Результаты впечатляли. Первые же партии фотографий покрыли огромные делянки на карте аэрофотосъемки СССР, прежде выглядевшей сплошным белым пятном. Возвращение в целости одной-единственной кассеты давало больше информации, чем четыре года полетов самолетов-разведчиков. Соединенные Штаты наняли сотни человек в новый сверхсекретный Национальный центр интерпретации фотографий (NPIC), и те стали кадр за кадром расшифровывать изображения на двухсотметровых рулонах пленки на бобинах из кассет, анализируя их под микроскопом.
Первым крупным и весьма утешительным открытием программы CORONA стало то, что Советский Союз, похоже, располагал куда более скромным арсеналом ядерного оружия, нежели опасались Соединенные Штаты. Столь серьезное, пусть и временное, облегчение само по себе служило доказательством полезности программы. Фото раскрывали правду о советском ядерном потенциале в достаточной мере для того, чтобы США могли использовать эти данные и для военного планирования, и в политическом противостоянии с Советами. К тому же аналитики выявили мириады ранее неизвестных объектов, судя по всему военного назначения, разбросанных по всей территории СССР.

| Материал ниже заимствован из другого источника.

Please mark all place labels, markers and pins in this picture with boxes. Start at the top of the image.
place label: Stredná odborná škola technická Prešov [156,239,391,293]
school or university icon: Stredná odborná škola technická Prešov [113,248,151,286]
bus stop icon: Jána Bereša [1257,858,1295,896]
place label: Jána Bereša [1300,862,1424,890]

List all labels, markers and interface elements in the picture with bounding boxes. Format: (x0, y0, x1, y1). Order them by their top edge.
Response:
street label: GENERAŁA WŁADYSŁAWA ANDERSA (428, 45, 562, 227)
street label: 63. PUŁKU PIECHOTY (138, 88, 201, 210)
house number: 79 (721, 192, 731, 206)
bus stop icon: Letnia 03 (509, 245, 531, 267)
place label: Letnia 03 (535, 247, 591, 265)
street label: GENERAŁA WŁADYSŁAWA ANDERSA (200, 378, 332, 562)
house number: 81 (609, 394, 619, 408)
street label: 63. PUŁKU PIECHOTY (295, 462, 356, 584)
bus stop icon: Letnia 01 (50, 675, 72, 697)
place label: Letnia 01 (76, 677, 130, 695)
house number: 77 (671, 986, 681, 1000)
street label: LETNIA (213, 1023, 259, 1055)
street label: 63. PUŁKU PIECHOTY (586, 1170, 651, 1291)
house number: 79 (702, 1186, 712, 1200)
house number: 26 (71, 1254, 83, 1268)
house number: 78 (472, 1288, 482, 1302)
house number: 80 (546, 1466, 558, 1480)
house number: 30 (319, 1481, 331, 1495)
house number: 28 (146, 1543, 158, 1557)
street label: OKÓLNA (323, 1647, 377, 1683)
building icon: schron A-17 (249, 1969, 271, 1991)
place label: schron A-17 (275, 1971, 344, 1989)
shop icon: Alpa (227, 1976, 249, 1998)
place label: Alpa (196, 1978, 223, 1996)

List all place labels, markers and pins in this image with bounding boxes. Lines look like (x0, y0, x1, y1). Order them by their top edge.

В последующие годы ракеты продолжали то и дело взрываться, а камеры – отказывать, но США преследовали поставленные перед CORONA цели с неослабевающим рвением. В 1961 году по программе CORONA было проведено около двадцати запусков, и такие темпы сохранялись на протяжении всех 1960-х годов. Фотоаналитики ежегодно отсматривали свыше 300 км фотопленки. Поскольку никаких особо продвинутых компьютерных систем в их распоряжении не имелось, свои наблюдения они часто фиксировали в виде словесных описаний, которые затем передавались новым аналитикам, и так формировалось нечто вроде институциональной памяти, в которой каталогизировались накапливаемые фотоматериалы[60]. Технический прогресс, конечно, привел к кардинальным изменениям в сборе, обработке и хранении спутниковых изображений. За исторически мизерное время и другие страны вслед за США обзавелись орбитальными спутниками с мощнейшей оптикой, а сами аппараты такого рода сделались намного функциональнее, стали поддерживать наведение на заданные цели по командам с Земли и с каждым годом отправляли на Землю фотографии всё более высокого разрешения. Хотя некая завеса секретности окутывает подобные программы и по сей день, бытует мнение, что на околоземных орбитах кружат многие десятки, если не сотни спутников-шпионов с оптическим разрешением в считаные сантиметры. И передача спутниковых изображений на Землю более не сопряжена с особыми инженерными ухищрениями на грани чуда: фотографии в оцифрованном виде поступают напрямую в компьютерные базы данных.
В 1970-х годах область применения систем спутникового наблюдения расширилась далеко за пределы шпионских игрищ. Организации уровня НАСА начали запускать всевозможные геодезические и геофизические спутники, отслеживать с орбиты климатические изменения и геологические процессы. Благодаря многомиллиардным расходам за счет налогоплательщиков мы теперь имеем в открытом доступе миллионы фотографий поверхности планеты за последние полвека. В 1990-е правительство США стало разрешать и частным компаниям проводить спутниковую съемку с целью продажи фотографий земной поверхности, – правда, наложив ограничения на точечное разрешение коммерческих фотографий. Но и не самые четкие снимки пользовались спросом у военных, корпораций и исследователей, и несколько компаний вышли на этот рынок, обзаведясь собственными флотилиями съемочных спутников.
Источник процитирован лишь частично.